Deixem as crianças em paz

De várias frentes ouvimos falar da infantilização dos jovens. Desde o tempo no ecrã à falta de desenrasque, são vários os exemplos usados. Este é visto como um sério problema à autonomia pessoal, à própria vivência em comunidade. Nas universidades, local onde frequentam jovens adultos, assistem-se a cenas de secundário, onde o não-saber estar parece imiscuído em parte destes novos estudantes.

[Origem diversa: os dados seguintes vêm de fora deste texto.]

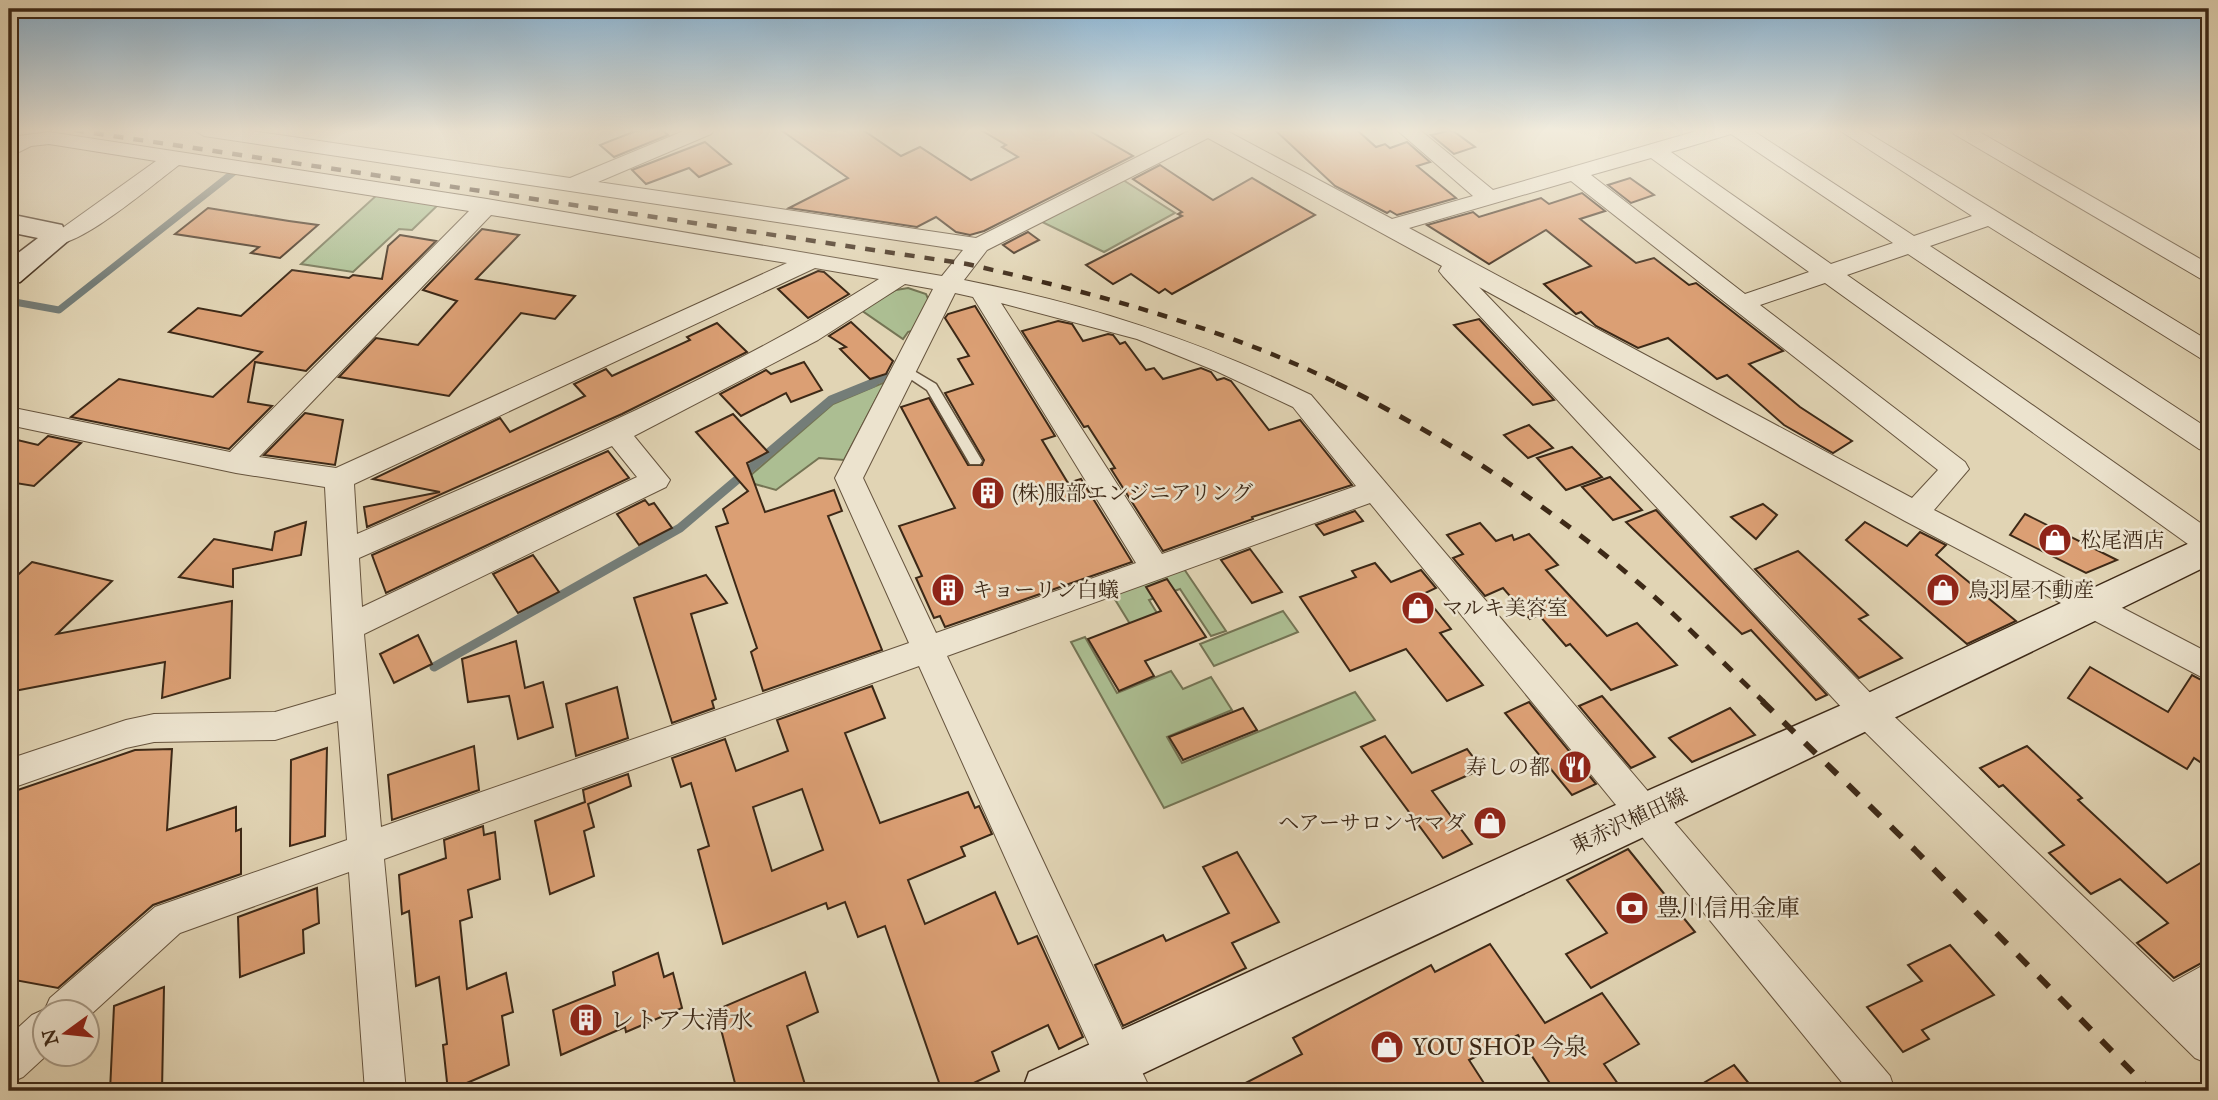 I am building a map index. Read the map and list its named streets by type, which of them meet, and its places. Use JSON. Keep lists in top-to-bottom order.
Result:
{
  "streets": {
    "main road": ["東赤沢植田線"]
  },
  "places": {
    "building": ["(株)服部エンジニアリング", "キョーリン白蟻", "レトア大清水"],
    "shop": [
      "松尾酒店",
      "鳥羽屋不動産",
      "マルキ美容室",
      "ヘアーサロンヤマダ",
      "YOU SHOP 今泉"
    ],
    "restaurant": ["寿しの都"],
    "bank": ["豊川信用金庫"]
  },
  "north": "left"
} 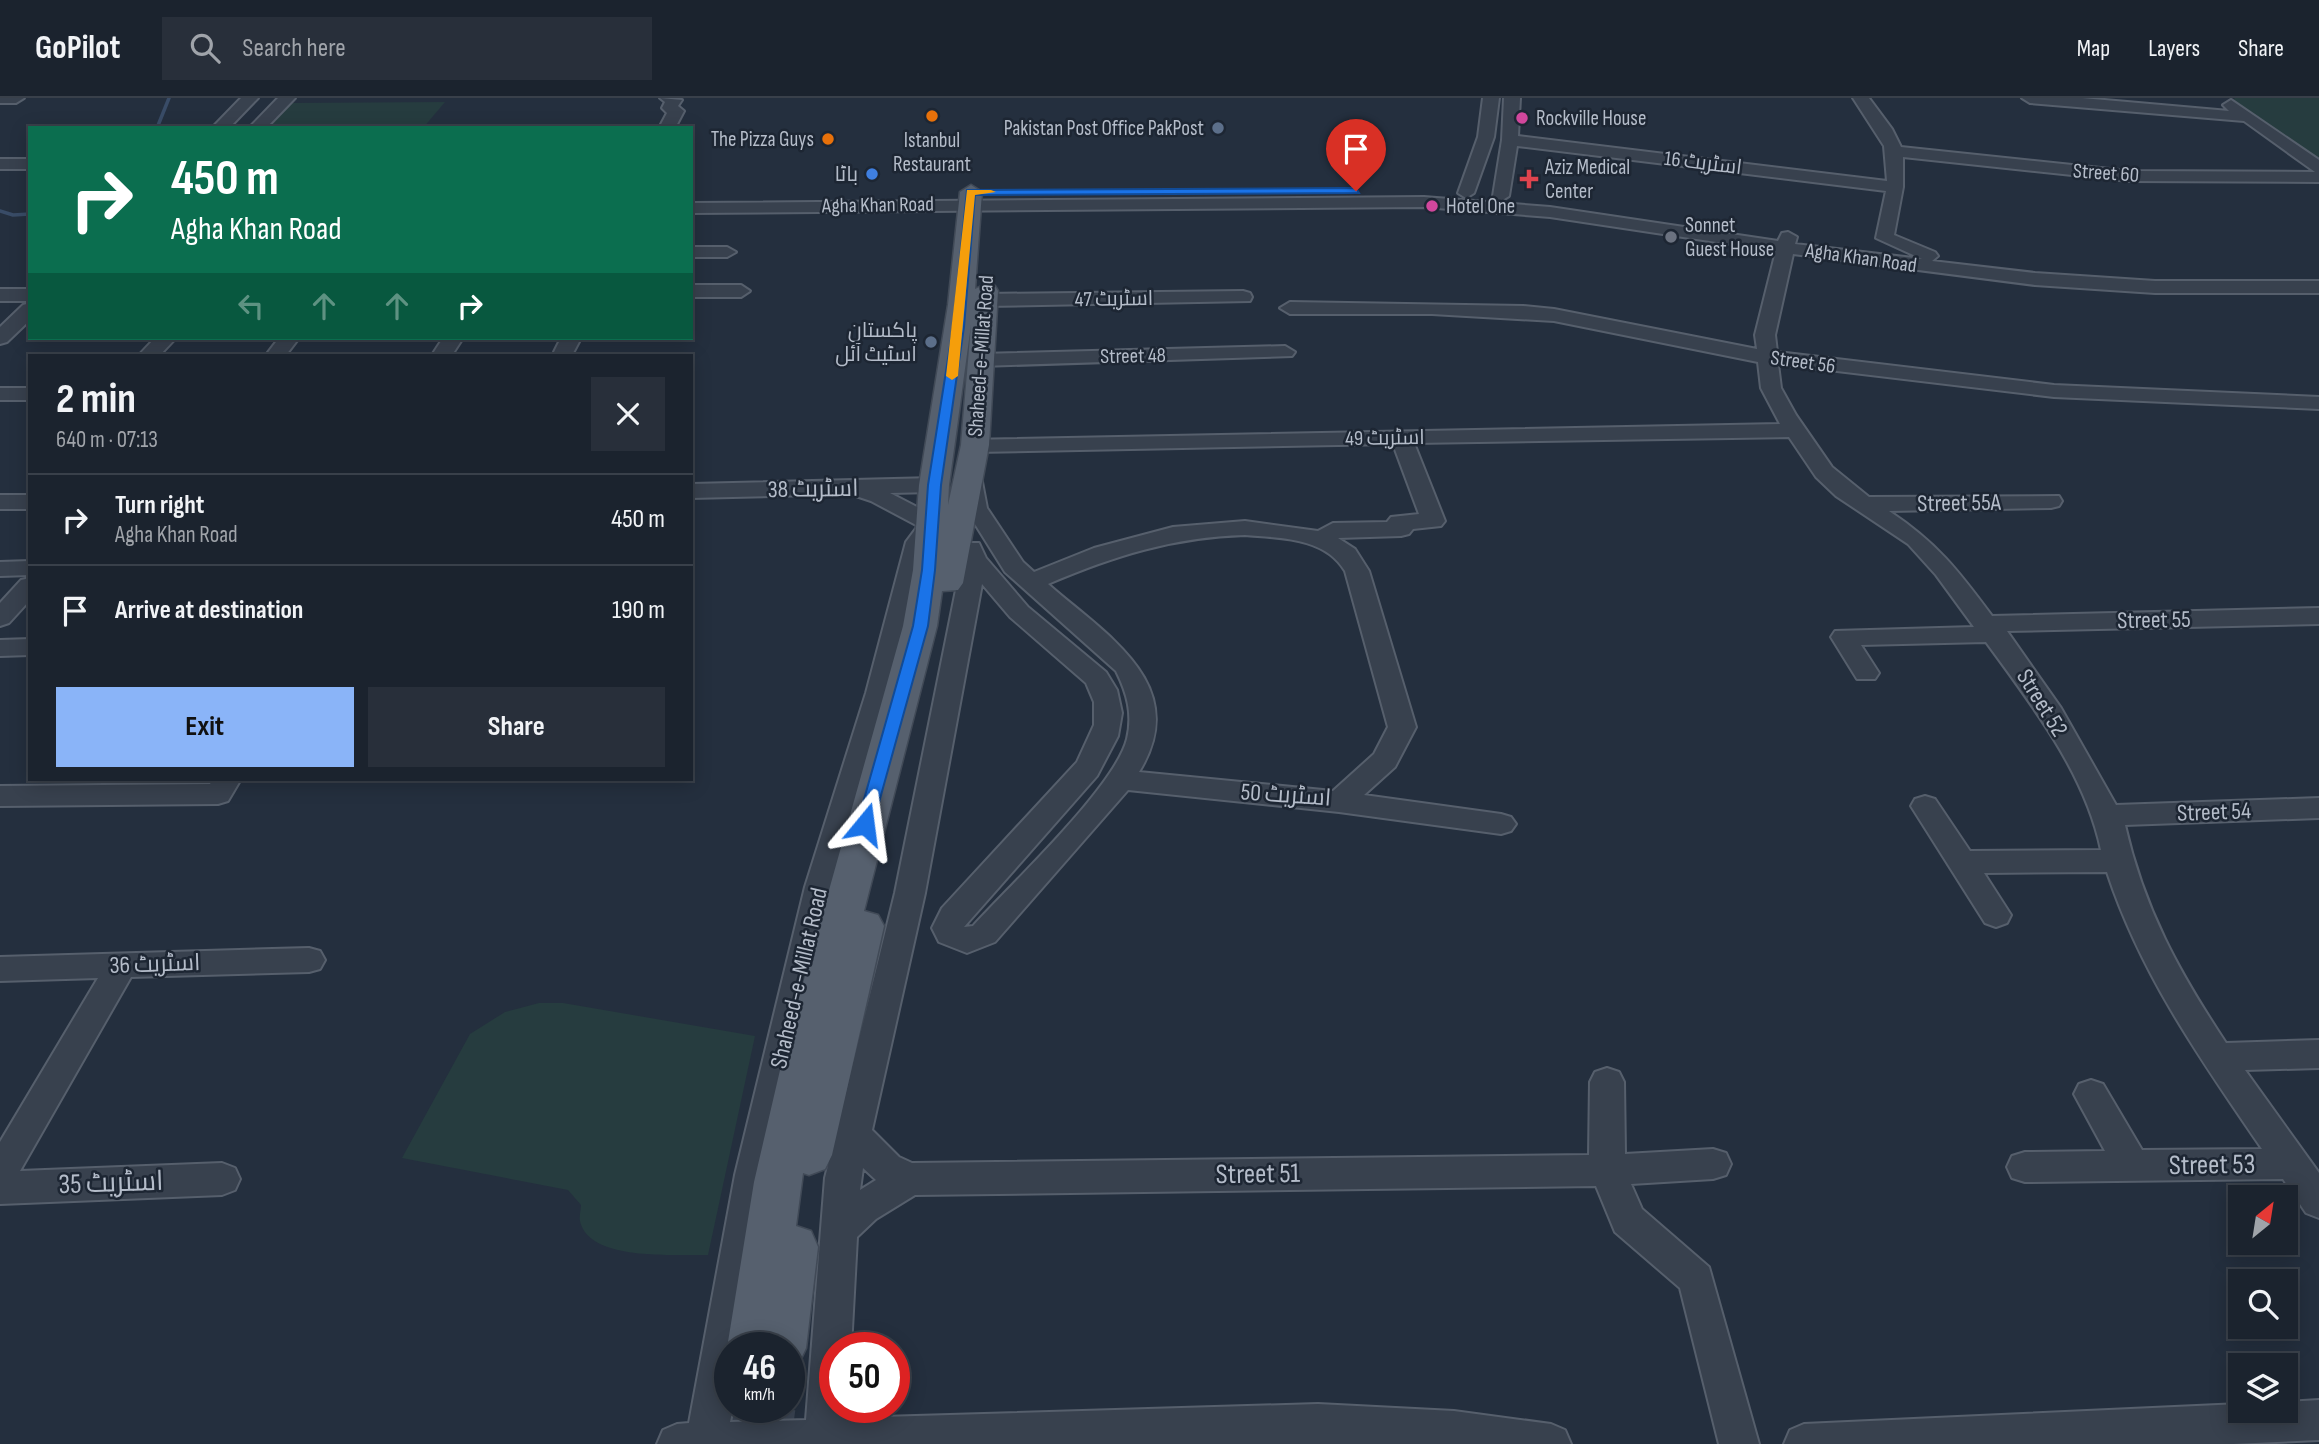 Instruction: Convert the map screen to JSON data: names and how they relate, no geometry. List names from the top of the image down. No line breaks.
{"streets":{"main road":["Shaheed-e-Millat Road"],"street":["اسٹریٹ 16","Street 60","Agha Khan Road","اسٹریٹ 47","Street 48","Street 56","اسٹریٹ 49","اسٹریٹ 38","Street 55A","Street 55","Street 52","اسٹریٹ 50","Street 54","اسٹریٹ 36","Street 53","Street 51","اسٹریٹ 35"]},"crossings":[["Agha Khan Road","Shaheed-e-Millat Road"],["Agha Khan Road","Street 52"],["اسٹریٹ 47","Shaheed-e-Millat Road"],["Shaheed-e-Millat Road","Street 48"],["Shaheed-e-Millat Road","اسٹریٹ 49"],["Shaheed-e-Millat Road","اسٹریٹ 38"],["Street 56","Street 52"],["اسٹریٹ 49","Street 52"],["Street 55A","Street 52"],["Street 55","Street 52"],["Street 52","Street 54"],["Street 52","Street 53"]],"places":{"other":["Istanbul Restaurant","Rockville House","Pakistan Post Office PakPost","The Pizza Guys","باٹا","Hotel One","Sonnet Guest House","پاکستان اسٹیٹ آئل"],"health":["Aziz Medical Center"]},"north":"top right","page":{"header":"GoPilot","search":"Search here","nav":["Map","Layers","Share"],"turn":["450 m","Agha Khan Road"],"heading":["2 min","640 m · 07:13"],"list":[{"name":"Turn right","note":"Agha Khan Road","value":"450 m"},{"name":"Arrive at destination","value":"190 m"}],"buttons":["Exit","Share"],"speed":"46 km/h","limit":"50"}}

Não só pelo desenvolvimento pessoal, mas também pelo impacto na sociabilidade, esta é uma questão extremamente pertinente de explorar. Porque acontece? O famoso TikTok? As sensibilidades? Havendo uma diversidade de problemas, maior é a diversidade de respostas. Aquilo que me parece é que estas questões em muito se relacionam com a educação (não ensino), pelo que os pais têm mais a haver do que aquilo que é costume se falar. A par de outros fatores, são as suas atitudes que moldam os jovens. No próximo parágrafo trago um exemplo corrente.

Fala-se de proibir o uso do telemóvel dentro das escolas. Ora há aqui uma decisão de base que temos de tomar: pretendemos pessoas com hábitos saudáveis ou incutir proibições? Julgo estar para aparecer a criança que não veja no fruto proibido um aliciante. Além de que o que devemos almejar é que os cidadãos sejam pessoas autónomas, capazes de tomar as suas próprias decisões, tendo como base o seu bem-estar. Uma escola é uma comunidade, regendo-se como uma: salvaguardar a liberdade de cada um, assegurando a integridade do outro. Não lhe compete outras escolhas, sendo o seu objetivo basilar o ensino (dos poucos elevadores sociais que existe). Essencialmente, educar está nas mãos dos progenitores e ensinar nas da escola – que até podem ensinar sobre o assunto, dar informação. Se os pais entendem que o filho não deve usar o telemóvel na escola, então podem escolher não o deixar levá-lo para a escola – mal estaríamos se as escolas não tivessem a capacidade de comunicar com as famílias, se os alunos precisassem. Assim sendo, colocar na escola o ónus da educação, implica uma mudança estrutural da sociedade: a abolição da família. Parece-me que os encarregados de educação que usam desta retórica, que eu entendo à luz dos malefícios que os telemóveis trazem [1], acabam por se demitir da sua tarefa, é uma desresponsabilização. Ainda para mais, fazer estas discussões sem incluir as próprias crianças e jovens é, por si só, contribuir para a sua infantilização, principalmente jovens a partir do segundo ciclo, ignorando quem está no centro do potencial da proposta. Em última instância, é uma noção muito errada da democracia, onde o paternalismo é ensinar a estar calado e aceitar o que outro impõe.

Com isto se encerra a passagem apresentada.